By TONY CASE
September 2004

NELY GALÁN IS RUNNING LATE. The creator and executive producer of Fox Television's extreme-makeover reality hit The Swan, one of the most popular shows on English-language television among Hispanic viewers this past season, has spent a heat wave-cursed July morning at her Venice Beach, Calif., base. At task: helping a dozen staffers chip away at what's literally grown into a mountain of application letters - Galán says they stopped counting at 250,000 -from wannabe contestants of The Swan 2's upcoming season, which debuts on Oct 25. In a world in which everybody is looking for the elusive "crossover" hit that is equally appealing to Hispanic and non-Hispanic audiences, Galán has gone well beyond niche marketing. The premiere of the first season of The Swan, on April 7, was a slam dunk, scoring an 8.2 Hispanic household rating and snaring 1.4 million Hispanic viewers, according to Nielsen Media Research. It beat the night's other hits among Hispanics, including Fox's American Idol and The Simpsons, as well as NBC's Friends and The Apprentice. (In total, premiere drew a whopping 15 million viewers.)

Slowing down for the first time that morning after sifting through heaps of mail,
Galán plunks down on a gigantic, cream colored sofa in her cavernous, converted-warehouse digs and sporting a tight-fitting black tank emblazoned with the rhinestone-studded words "Ay Por Favor!" (the saucy equivalent of "Oh Please!"), Galán muses that many Hispanics were drawn to The Swan because, simply, viewers were able to see themselves in the self-improvement contest. The competition involved "life coaching" from Galán herself, along with workout and diet regimens and any number of dramatic surgeries on the faces and bodies of the willing women, culminating in a pageant whose winner would take home various prizes that included $50,000 cash and a Jaguar.

It's not news that Latinos remain a rare presence on reality programs - or any programs - on English-language TV. In fact, Latina visibility on The Swan almost didn't happen. Of the "hundreds of thousands" of applications for the first season,
Galán estimates that only five percent were from minorities. So, Galán and Co. took aggressive measures - going on Spanish-language radio, taking ads in the newspapers and magazines, distributing leaflet - in order to drum up awareness and interest among Latinas.
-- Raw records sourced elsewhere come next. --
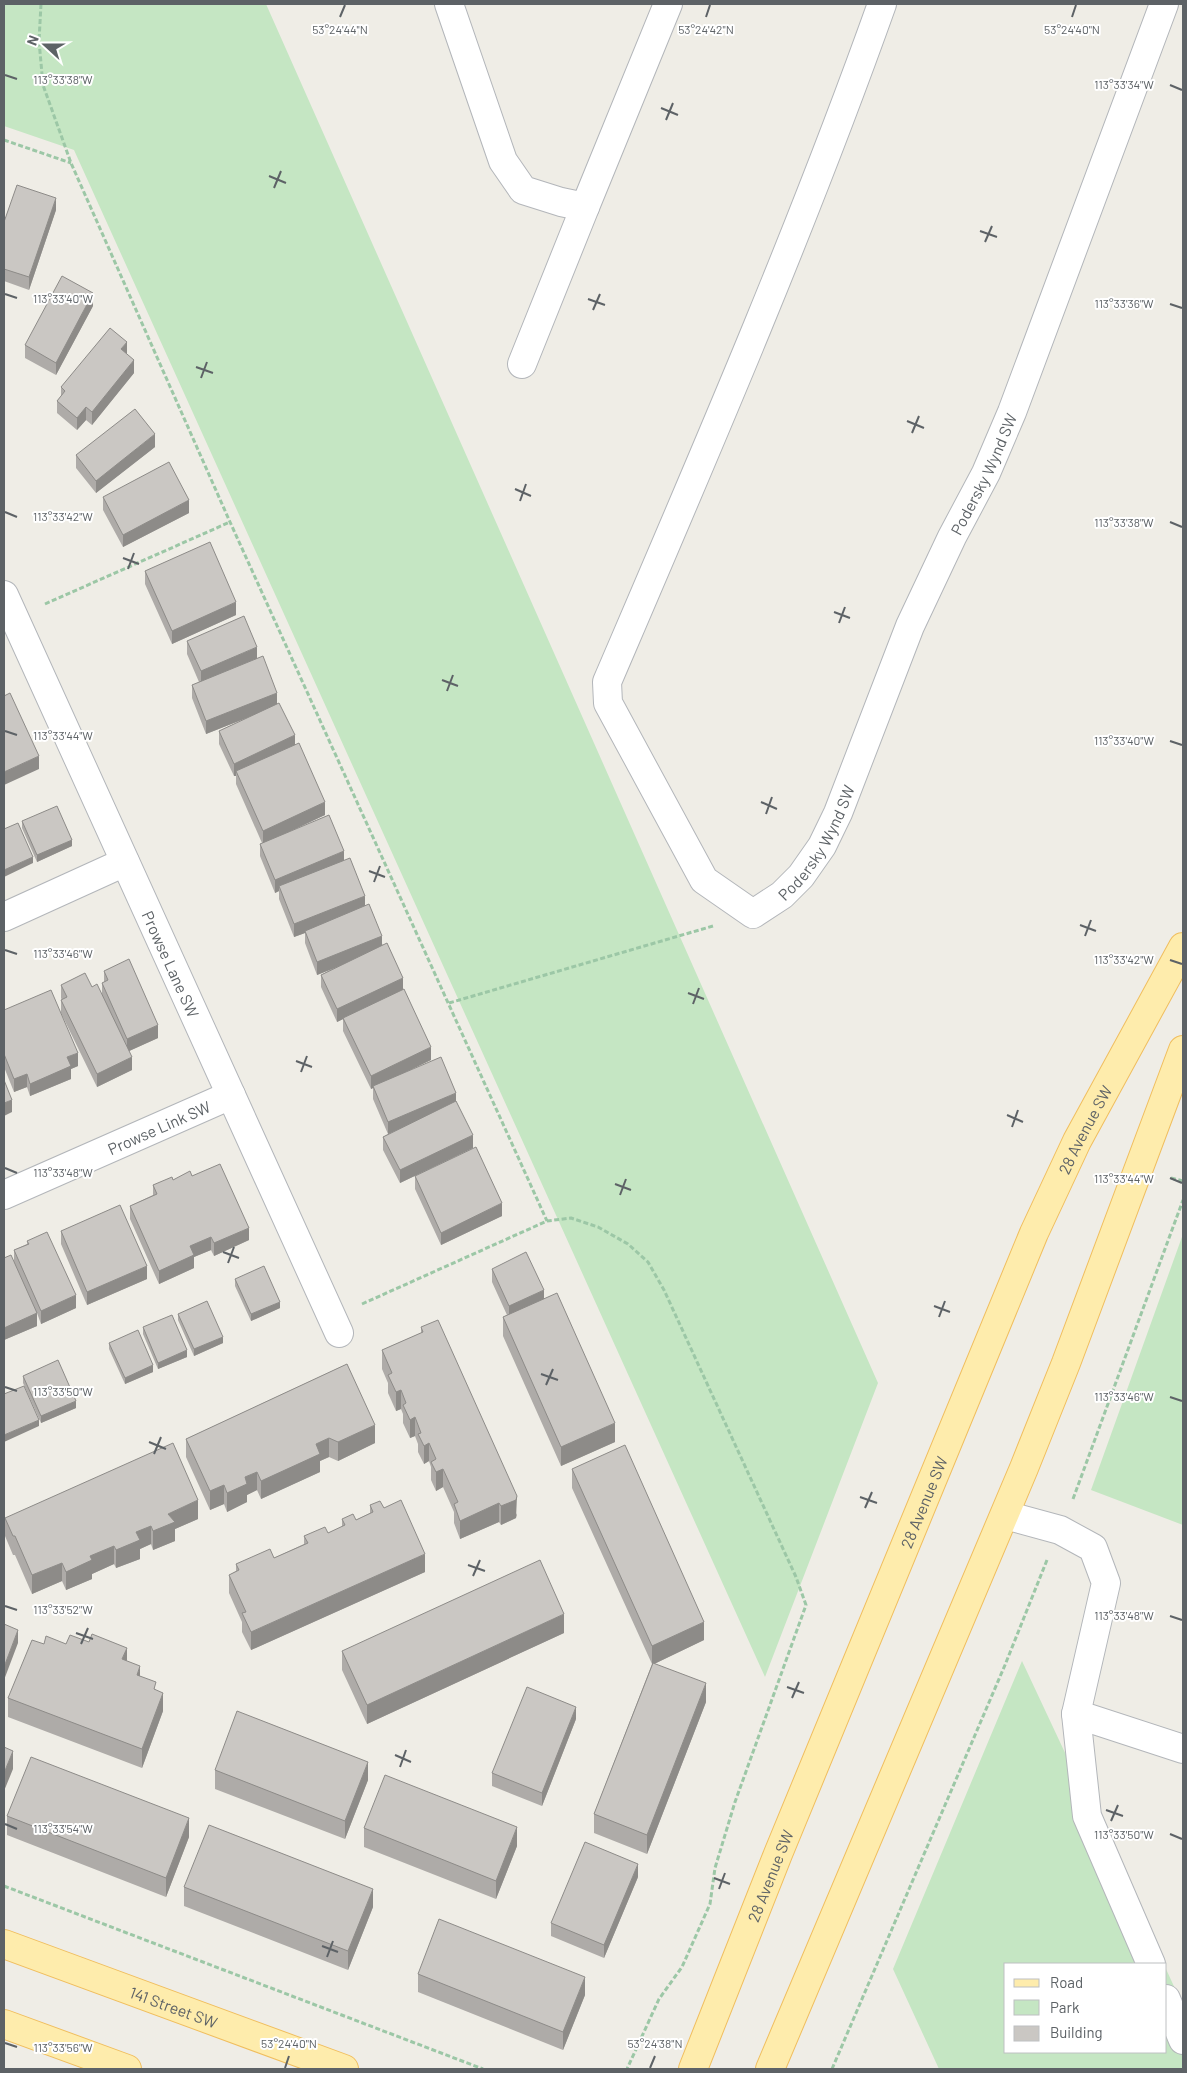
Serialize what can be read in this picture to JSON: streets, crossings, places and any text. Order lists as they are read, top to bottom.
{
  "streets": {
    "main road": ["28 Avenue SW", "141 Street SW"],
    "street": ["Podersky Wynd SW", "Prowse Lane SW", "Prowse Link SW"]
  },
  "crossings": [
    ["Prowse Lane SW", "Prowse Link SW"]
  ],
  "legend": ["Road", "Park", "Building"],
  "north": "left",
  "coordinates": [
    "53°24'44\"N",
    "53°24'42\"N",
    "53°24'40\"N",
    "113°33'38\"W",
    "113°33'34\"W",
    "113°33'40\"W",
    "113°33'36\"W",
    "113°33'42\"W",
    "113°33'44\"W",
    "113°33'46\"W",
    "113°33'48\"W",
    "113°33'50\"W",
    "113°33'52\"W",
    "113°33'54\"W",
    "53°24'38\"N",
    "113°33'56\"W"
  ]
}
Ultimately, five of the 20 contestants who vied for the title of "the Swan" were Latina. (The winner was non-Latina Rachel Love-Fraser of Sammamish, Wash., who was featured on the cover of the June 7 People magazine.)
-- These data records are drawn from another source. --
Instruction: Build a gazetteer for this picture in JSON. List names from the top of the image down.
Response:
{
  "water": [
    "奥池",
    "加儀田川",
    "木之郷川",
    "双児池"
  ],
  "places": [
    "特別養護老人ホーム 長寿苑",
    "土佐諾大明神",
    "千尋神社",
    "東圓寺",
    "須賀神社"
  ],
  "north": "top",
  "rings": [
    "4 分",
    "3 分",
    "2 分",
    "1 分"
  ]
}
The rest is ratings history. "It takes a minority on the production team, pushing for that," says
Galán, who had broken through two barriers by becoming the first woman and the first Hispanic executive producer in the hot - with no sign of cooling down - enterprise of reality TV.

Christy Haubegger, founder of Latina magazine and now a brand agent for Creative Artist Agency, has another take on The Swan's success with the Hispanic audience. "If you look at popular programming on Spanish-language television, they're all novelas, and the big novelas are always Cinderella stories," she says. "We're often the children of immigrants, and if that's not somebody who understands the potential of who you can become, I don't know what is."

Ratings notwithstanding, The Swan and
Galán have had their detractors. USA Today television critic Robert Bianco called the show "obscene" and dubbed Galán "the kind of careless, mindless meddler whose 'helpfulness' has made life more difficult for everyone else since time began." Boston Herald critic Sarah Rodman found the show's pageant spectacle especially gruesome. "The idea," she wrote, "that someone who already identifies herself as 'ugly' could undergo $250,000 of improvements and still be deemed a loser."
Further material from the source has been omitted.